In another phase I trial tipifarnib was combined with oral etoposide (Karp et al 2006b). This was conducted in an attempt to increase complete remission rates in elderly AML patients aged more than 70. Both tipifarnib and etoposide were given with escalating doses (300 mg to 600 mg bid for tipifarnib, and 100 mg to 200 mg/day for 6 days for etoposide) and 14 versus 21 days of tipifarnib every 28–63 days. While 43% of patients required hospitalization during the first cycle for a median of 7 days, overall hospitalization rate for all cycles was 28%. Complete remission was achieved in 21% of cases and partial remission or hematologic improvement in 20%. All patients who achieved complete remission have done so within two cycles. The oral regimen was therefore tolerable and feasible on an outpatient basis, with the suggestion of improvement of response rates over tipifarnib alone. Direct comparisons with chemotherapy alone are warranted in randomized trials.

Conclusion

FTIs exhibit encouraging signs of clinical activity in patients with AML. However, standard response criteria, which have proven valuable in the clinical development of cytotoxic agents, cannot be applied to FTIs, as with other new classes of targeted signal transduction inhibitors. This suggests that aggressive disease may not be appropriate settings to explore activity of FTIs. Greater activity is anticipated in the maintenance setting. New settings in which single-agent FTI therapy should be investigated include previously untreated AML and minimal residual disease. AML patients who are older than age 60 experience extremely poor long-term outcomes. New targeted agents like the FTIs offer the potential of increased therapeutic index, an important consideration in older patients with AML. One asset of this class of agents for this patient population is a toxicity profile that is very acceptable. FTIs might be administered on a chronic dosing schedule, either alone or in combination with other pharmacologic compounds, with the aim of maintaining the underlying disease in a clinically controlled state. On another front, FTIs seem optimal as postremission therapy for AML in elderly patients or those with other poor-risk features. Although there are limited data to suggest synergistic or additive effects, the combination of FTIs with chemotherapy represents another avenue of exploration.

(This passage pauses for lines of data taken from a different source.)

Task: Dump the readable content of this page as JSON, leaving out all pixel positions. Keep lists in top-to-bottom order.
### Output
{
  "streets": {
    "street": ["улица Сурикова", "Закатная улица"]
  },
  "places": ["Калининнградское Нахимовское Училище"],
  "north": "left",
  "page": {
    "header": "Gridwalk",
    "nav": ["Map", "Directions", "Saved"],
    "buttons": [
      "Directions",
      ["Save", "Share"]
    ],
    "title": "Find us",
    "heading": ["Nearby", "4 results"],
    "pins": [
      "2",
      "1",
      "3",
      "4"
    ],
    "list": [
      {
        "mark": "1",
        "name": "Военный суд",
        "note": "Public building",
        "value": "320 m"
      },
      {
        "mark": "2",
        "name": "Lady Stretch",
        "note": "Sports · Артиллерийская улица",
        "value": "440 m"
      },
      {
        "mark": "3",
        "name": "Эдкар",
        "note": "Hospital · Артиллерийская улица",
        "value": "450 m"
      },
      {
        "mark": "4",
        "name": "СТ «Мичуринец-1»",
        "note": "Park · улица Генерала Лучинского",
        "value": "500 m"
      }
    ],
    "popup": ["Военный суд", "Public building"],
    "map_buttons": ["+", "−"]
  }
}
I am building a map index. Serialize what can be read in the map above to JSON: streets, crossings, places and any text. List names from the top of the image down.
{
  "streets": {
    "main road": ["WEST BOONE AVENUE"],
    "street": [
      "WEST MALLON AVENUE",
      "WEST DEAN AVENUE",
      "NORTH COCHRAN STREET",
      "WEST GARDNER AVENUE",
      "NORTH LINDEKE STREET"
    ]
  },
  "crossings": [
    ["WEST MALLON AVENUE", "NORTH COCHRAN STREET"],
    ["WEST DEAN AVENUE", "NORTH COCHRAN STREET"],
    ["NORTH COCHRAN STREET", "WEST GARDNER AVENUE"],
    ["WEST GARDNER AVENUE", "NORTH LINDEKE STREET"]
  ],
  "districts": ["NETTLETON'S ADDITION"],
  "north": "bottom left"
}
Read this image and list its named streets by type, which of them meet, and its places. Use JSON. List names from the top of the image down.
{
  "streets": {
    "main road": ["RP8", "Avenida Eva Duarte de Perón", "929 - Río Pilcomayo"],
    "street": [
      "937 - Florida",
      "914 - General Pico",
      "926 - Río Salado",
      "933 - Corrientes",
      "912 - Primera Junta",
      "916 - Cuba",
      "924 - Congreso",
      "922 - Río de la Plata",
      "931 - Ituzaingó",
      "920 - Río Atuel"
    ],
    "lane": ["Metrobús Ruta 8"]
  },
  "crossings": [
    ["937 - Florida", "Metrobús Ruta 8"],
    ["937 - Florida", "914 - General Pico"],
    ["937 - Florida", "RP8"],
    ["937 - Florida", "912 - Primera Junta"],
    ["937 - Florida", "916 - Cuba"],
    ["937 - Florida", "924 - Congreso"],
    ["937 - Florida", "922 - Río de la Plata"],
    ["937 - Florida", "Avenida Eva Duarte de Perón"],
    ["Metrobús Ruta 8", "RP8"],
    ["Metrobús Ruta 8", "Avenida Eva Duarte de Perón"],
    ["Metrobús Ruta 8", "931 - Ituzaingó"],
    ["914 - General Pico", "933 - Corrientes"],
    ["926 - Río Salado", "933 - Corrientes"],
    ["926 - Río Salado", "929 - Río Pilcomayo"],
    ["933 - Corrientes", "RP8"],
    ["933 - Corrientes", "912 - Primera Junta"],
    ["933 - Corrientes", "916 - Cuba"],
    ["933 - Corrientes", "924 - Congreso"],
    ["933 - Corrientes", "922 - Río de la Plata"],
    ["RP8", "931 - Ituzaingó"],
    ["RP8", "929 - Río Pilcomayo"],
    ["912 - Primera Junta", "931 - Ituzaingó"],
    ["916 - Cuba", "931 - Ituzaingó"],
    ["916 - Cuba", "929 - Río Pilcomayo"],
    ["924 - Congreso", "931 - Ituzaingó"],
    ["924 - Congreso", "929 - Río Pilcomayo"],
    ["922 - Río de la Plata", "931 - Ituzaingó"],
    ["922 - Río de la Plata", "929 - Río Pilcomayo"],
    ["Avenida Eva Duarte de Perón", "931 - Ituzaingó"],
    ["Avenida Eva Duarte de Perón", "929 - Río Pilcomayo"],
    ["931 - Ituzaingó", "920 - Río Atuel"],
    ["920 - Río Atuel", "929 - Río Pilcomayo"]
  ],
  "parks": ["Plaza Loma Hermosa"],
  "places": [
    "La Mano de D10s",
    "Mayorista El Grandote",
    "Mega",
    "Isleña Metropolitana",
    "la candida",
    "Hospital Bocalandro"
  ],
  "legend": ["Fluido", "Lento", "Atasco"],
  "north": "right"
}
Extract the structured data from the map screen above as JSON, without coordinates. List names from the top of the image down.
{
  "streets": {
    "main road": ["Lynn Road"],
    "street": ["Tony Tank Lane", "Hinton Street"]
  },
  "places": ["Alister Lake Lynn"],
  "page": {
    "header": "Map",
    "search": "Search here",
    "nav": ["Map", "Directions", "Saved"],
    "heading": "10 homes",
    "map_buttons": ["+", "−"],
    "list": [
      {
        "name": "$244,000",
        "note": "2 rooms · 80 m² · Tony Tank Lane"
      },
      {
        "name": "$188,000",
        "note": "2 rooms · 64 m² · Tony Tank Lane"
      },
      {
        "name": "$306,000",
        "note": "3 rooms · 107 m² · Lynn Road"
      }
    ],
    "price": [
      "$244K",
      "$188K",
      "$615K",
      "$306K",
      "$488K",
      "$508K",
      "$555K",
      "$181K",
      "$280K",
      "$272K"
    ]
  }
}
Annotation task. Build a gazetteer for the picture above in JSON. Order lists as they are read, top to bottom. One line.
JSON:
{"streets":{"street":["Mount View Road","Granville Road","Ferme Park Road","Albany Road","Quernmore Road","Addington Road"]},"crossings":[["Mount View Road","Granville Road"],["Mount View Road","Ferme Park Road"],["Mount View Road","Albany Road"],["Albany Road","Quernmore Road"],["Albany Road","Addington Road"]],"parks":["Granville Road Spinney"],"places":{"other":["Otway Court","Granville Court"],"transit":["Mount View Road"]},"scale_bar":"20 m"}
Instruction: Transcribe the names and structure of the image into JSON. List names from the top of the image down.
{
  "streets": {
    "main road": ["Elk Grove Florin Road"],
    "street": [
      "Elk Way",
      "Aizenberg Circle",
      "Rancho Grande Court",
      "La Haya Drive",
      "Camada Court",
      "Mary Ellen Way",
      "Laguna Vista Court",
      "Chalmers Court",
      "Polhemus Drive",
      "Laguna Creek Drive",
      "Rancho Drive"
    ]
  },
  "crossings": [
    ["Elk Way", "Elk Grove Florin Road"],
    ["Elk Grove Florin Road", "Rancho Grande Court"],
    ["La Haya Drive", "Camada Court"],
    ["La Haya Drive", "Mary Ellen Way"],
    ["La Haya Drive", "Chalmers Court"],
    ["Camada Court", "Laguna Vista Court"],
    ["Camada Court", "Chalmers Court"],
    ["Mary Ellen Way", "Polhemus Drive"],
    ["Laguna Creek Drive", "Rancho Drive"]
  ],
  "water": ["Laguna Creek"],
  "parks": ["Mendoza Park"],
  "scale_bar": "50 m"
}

Based on promising preliminary evidence of tolerability, biologic activity, and clinical response in some patients with AML, further studies with tipifarnib (as with other agent in this class) are warranted. The challenge will be to define the use of these new agents – when in the course of disease they should be administered, and in what combinations with other therapies. In this setting, novel agents with nonoverlapping mechanisms of action are to be combined and represent a potential step toward increasing favorable results in AML. A related challenge remains identifying a sensitive sub-type of leukemia based on a specific genetic profile. A common set of genes that were regulated by tipifarnib have been found. Expression of these candidate genes might be used as surrogate markers of drug activity. In addition, recent work has identified genes that may be predictive of resistance or response to tipifarnib. While these markers need to be further validated, their identification represent an important advance in the ability to stratify patients based on their likelihood of response.